- _Brief_
Each line of the records has to be copied exactly, though the pictures must be left out.

- _Material supplied_
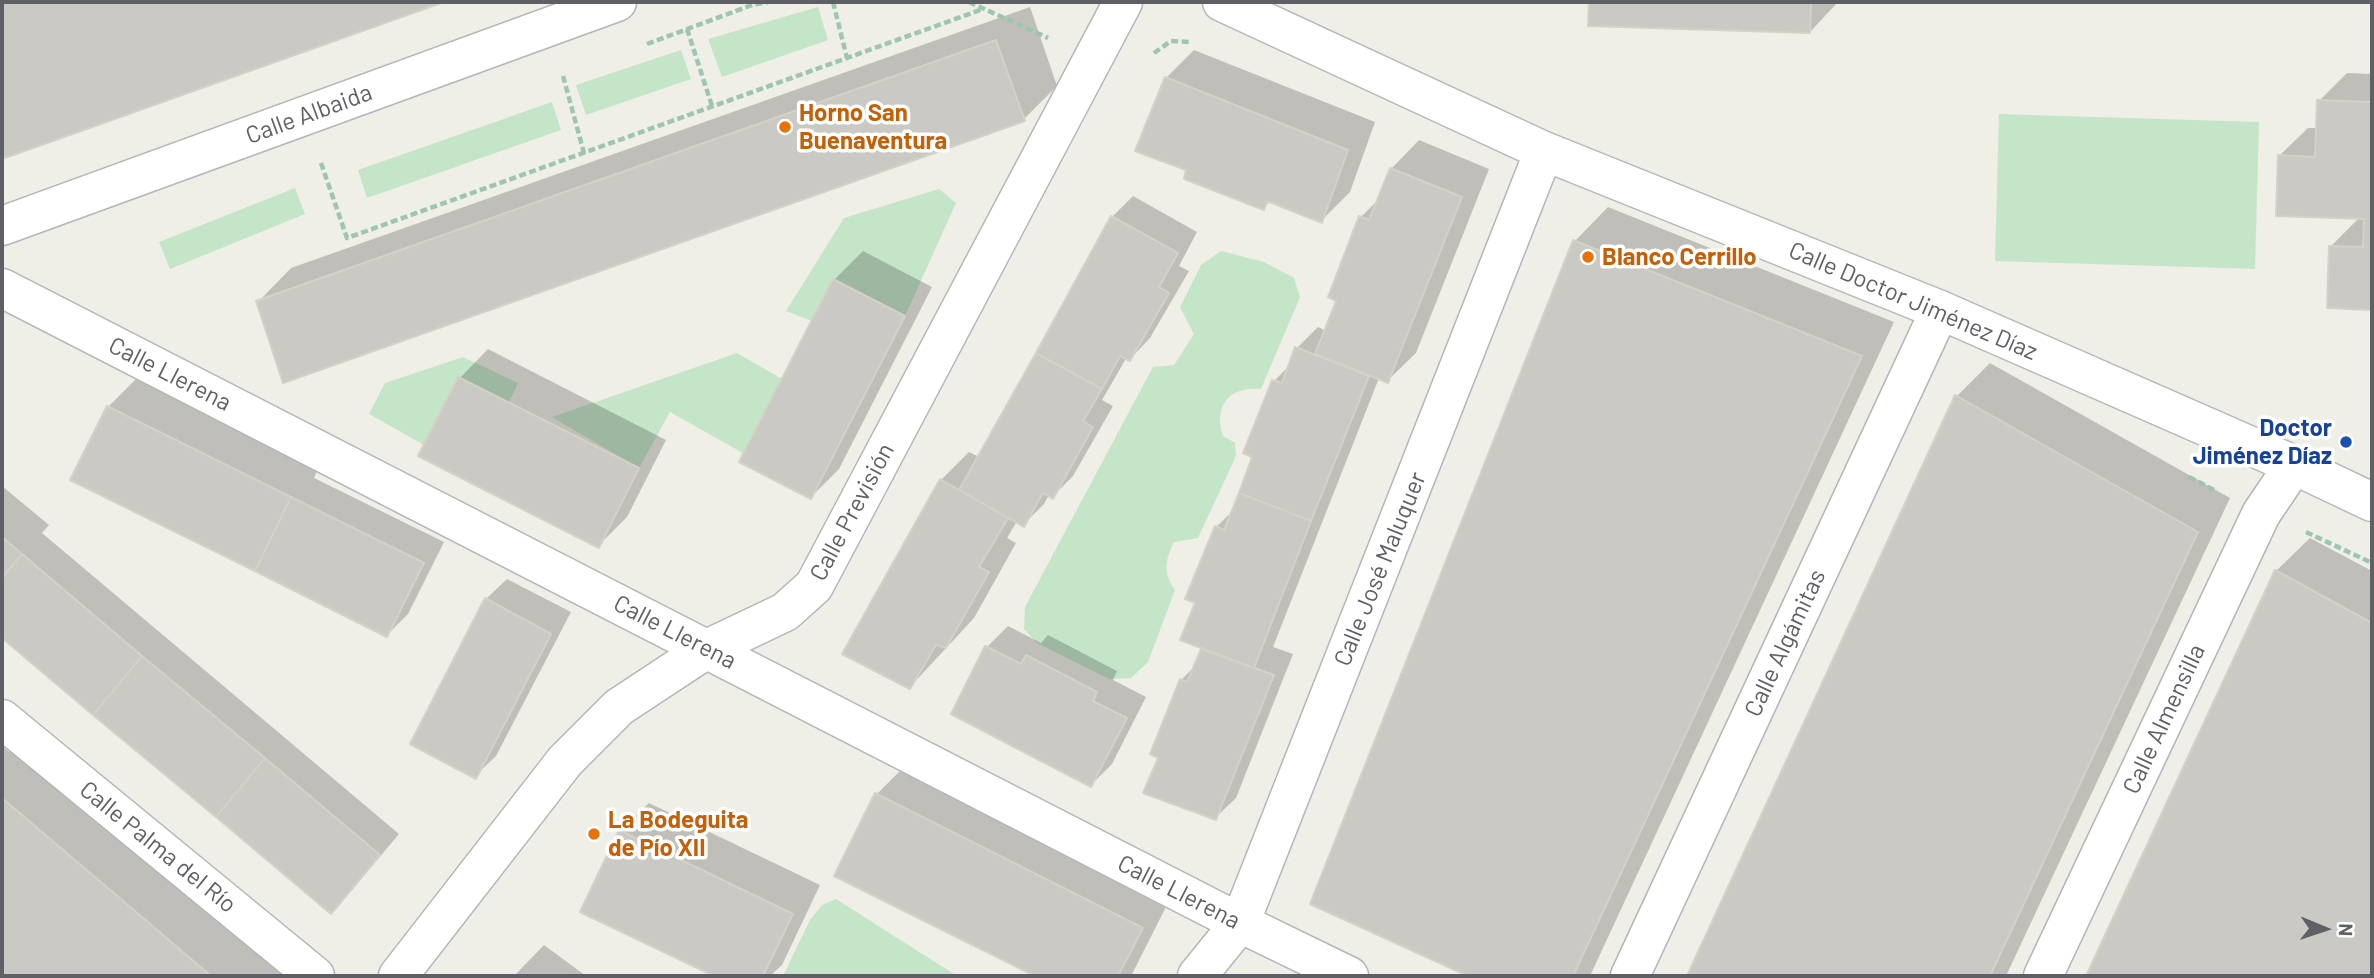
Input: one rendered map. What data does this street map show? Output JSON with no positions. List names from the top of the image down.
{
  "streets": {
    "street": [
      "Calle Albaida",
      "Calle Doctor Jiménez Díaz",
      "Calle Llerena",
      "Calle Previsión",
      "Calle José Maluquer",
      "Calle Algámitas",
      "Calle Almensilla",
      "Calle Palma del Río"
    ]
  },
  "crossings": [
    ["Calle Doctor Jiménez Díaz", "Calle José Maluquer"],
    ["Calle Doctor Jiménez Díaz", "Calle Algámitas"],
    ["Calle Doctor Jiménez Díaz", "Calle Almensilla"],
    ["Calle Llerena", "Calle Previsión"],
    ["Calle Llerena", "Calle José Maluquer"]
  ],
  "places": [
    "Horno San Buenaventura",
    "Blanco Cerrillo",
    "Doctor Jiménez Díaz",
    "La Bodeguita de Pío XII"
  ],
  "north": "right"
}
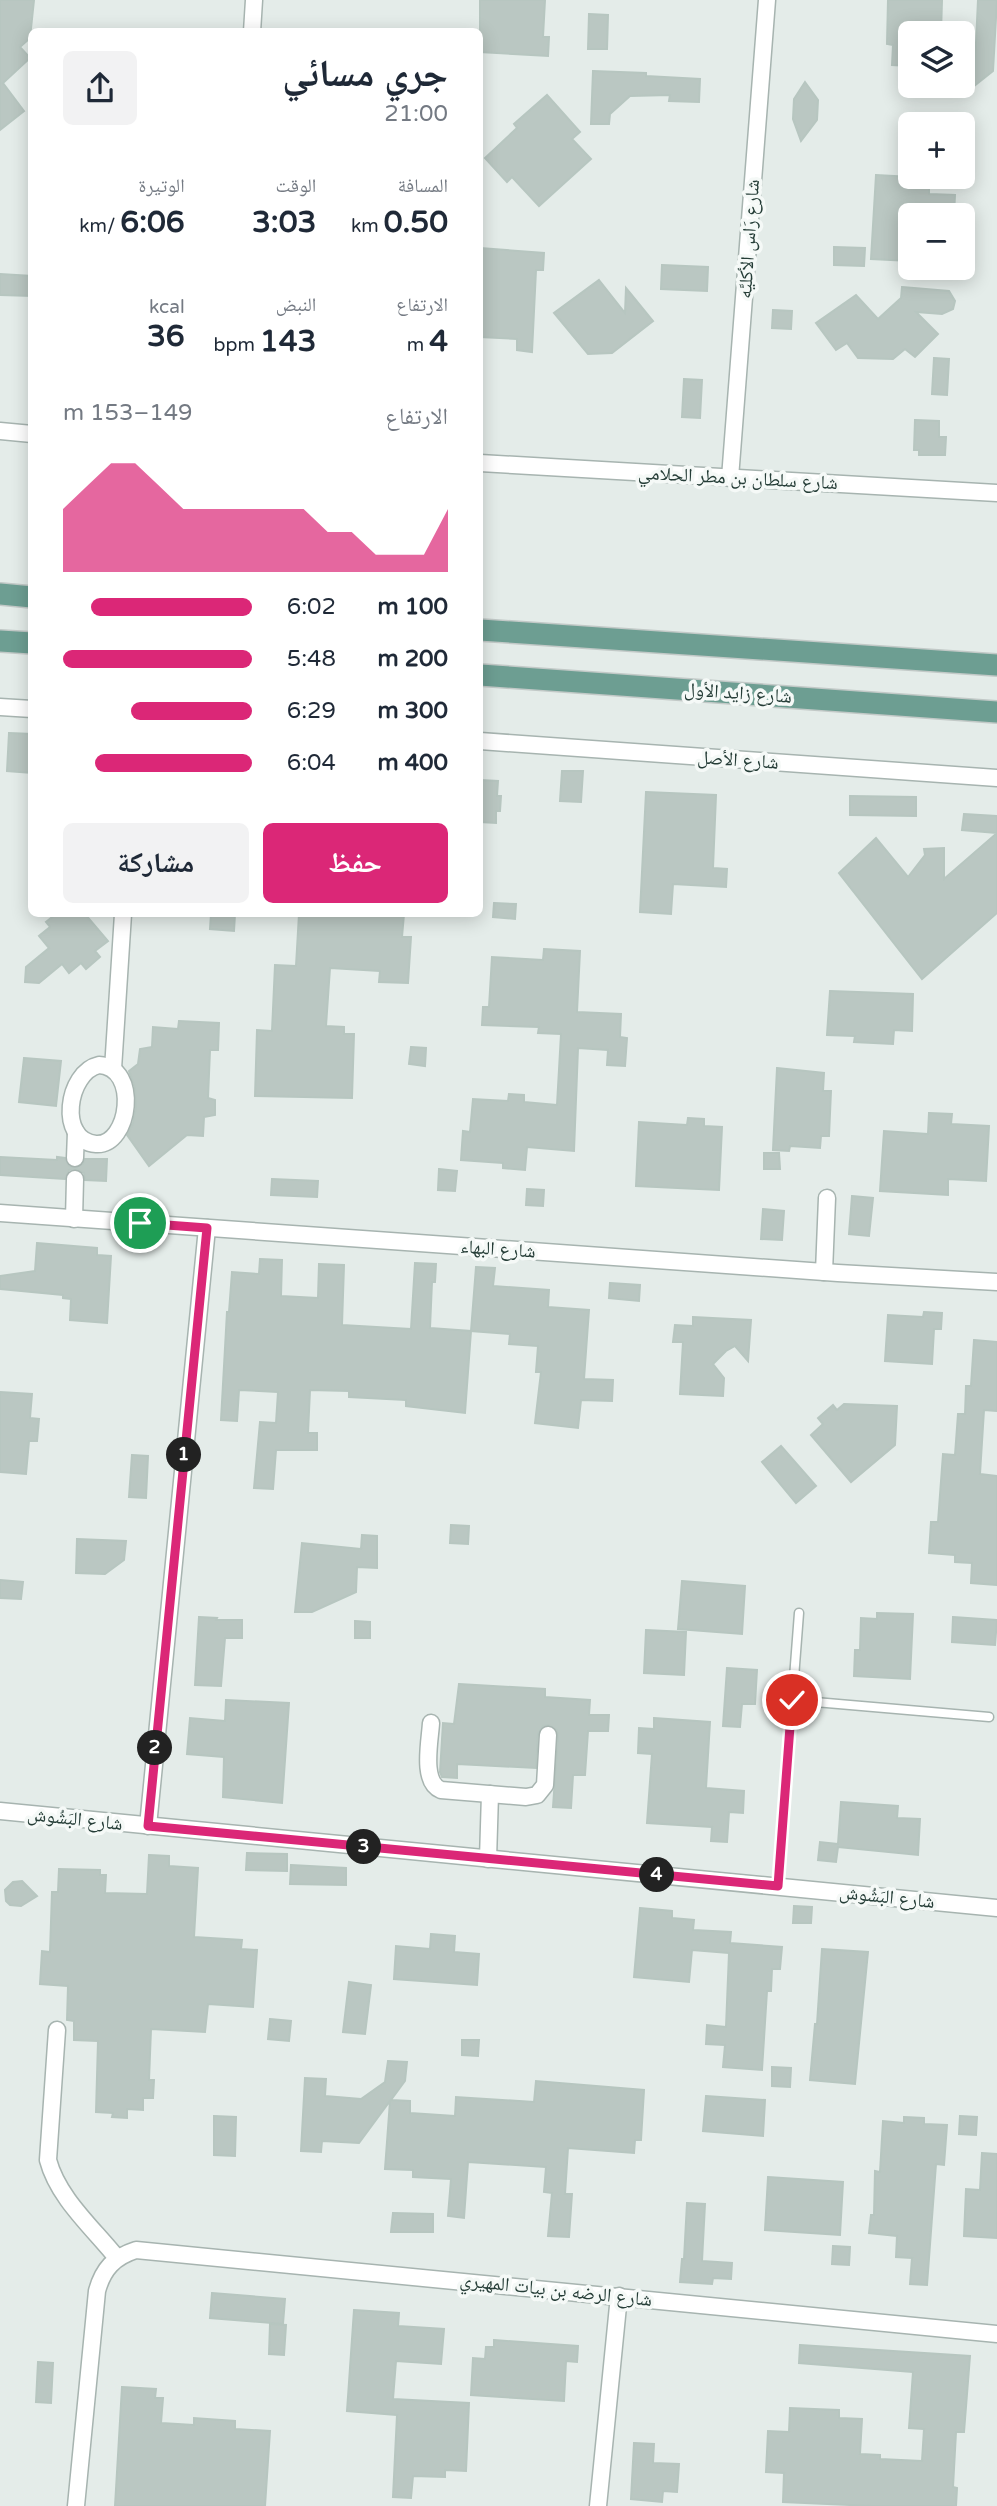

- _Exercise solution_
Input: one rendered map. What data does this street map show? Output JSON with no positions. List names from the top of the image down.
{
  "streets": {
    "street": [
      "Calle Albaida",
      "Calle Doctor Jiménez Díaz",
      "Calle Llerena",
      "Calle Previsión",
      "Calle José Maluquer",
      "Calle Algámitas",
      "Calle Almensilla",
      "Calle Palma del Río"
    ]
  },
  "crossings": [
    ["Calle Doctor Jiménez Díaz", "Calle José Maluquer"],
    ["Calle Doctor Jiménez Díaz", "Calle Algámitas"],
    ["Calle Doctor Jiménez Díaz", "Calle Almensilla"],
    ["Calle Llerena", "Calle Previsión"],
    ["Calle Llerena", "Calle José Maluquer"]
  ],
  "places": [
    "Horno San Buenaventura",
    "Blanco Cerrillo",
    "Doctor Jiménez Díaz",
    "La Bodeguita de Pío XII"
  ],
  "north": "right"
}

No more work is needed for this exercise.